Bella wouldn’t stop crying, nothing he did soothed her, she moaned in agony as she held that letter tightly.

I held her, thought Jacob. I tried to comfort her, I tried my best. I rocked her, I brushed her hair softly, like I had read in those magazines, how to caress a girl. Nothing was working. She kept on moaning and screaming and the tears poured down her face.

She started screaming at me, “Why! Jacob why did he do this, he went to the Volturi? Did he ask you to go with him, but you wouldn’t have gone with him Jacob, how, what, I mean did, Jacob what did he say, why did he give this to you, what was he thinking, did he …..”
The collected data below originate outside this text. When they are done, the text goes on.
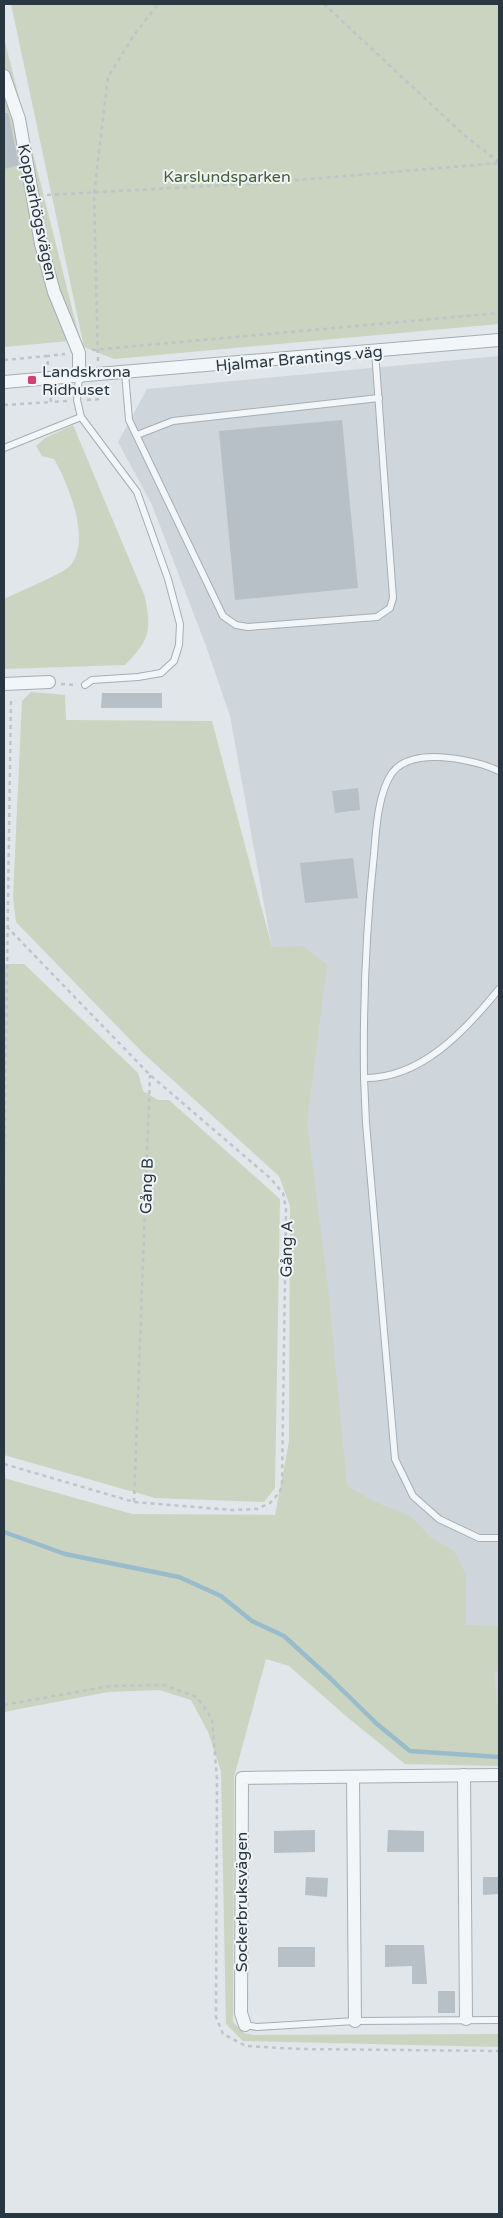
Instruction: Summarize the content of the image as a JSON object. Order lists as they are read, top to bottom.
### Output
{
  "streets": {
    "street": ["Kopparhögsvägen", "Hjalmar Brantings väg", "Sockerbruksvägen"],
    "path": ["Gång B", "Gång A"]
  },
  "crossings": [
    ["Kopparhögsvägen", "Hjalmar Brantings väg"],
    ["Gång B", "Gång A"]
  ],
  "parks": ["Karslundsparken"],
  "places": {
    "transit": ["Landskrona Ridhuset"]
  }
}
Nothing he said to her mattered, “Bella, wait, I’m trying to keep up with your questions, and I really don’t have the answers you want, its just like I told you, he gave that letter to me, and said see that Bella got it, said that he was going away and that I should look after you because he wasn’t coming back. That’s it Bella that’s all he said.”

Watching Bella, he saw the anguish all over her face.

He hated lying to her, he wanted to confess. The way she looked at him for answers. The way her face twisted from worry to despair.

Jacob lay in bed and thought about how he had hurt her.I wanted to take that away. It was the first time I had really thought about how much I hated killing Edward. I just thought I could do it and be ok. I had been dreaming about getting rid of Edward for a long time, how I would do it and be satisfied that he was out of Bella’s life for good. Now it felt odd. I felt guilty, but at the same time, I was happy he was gone.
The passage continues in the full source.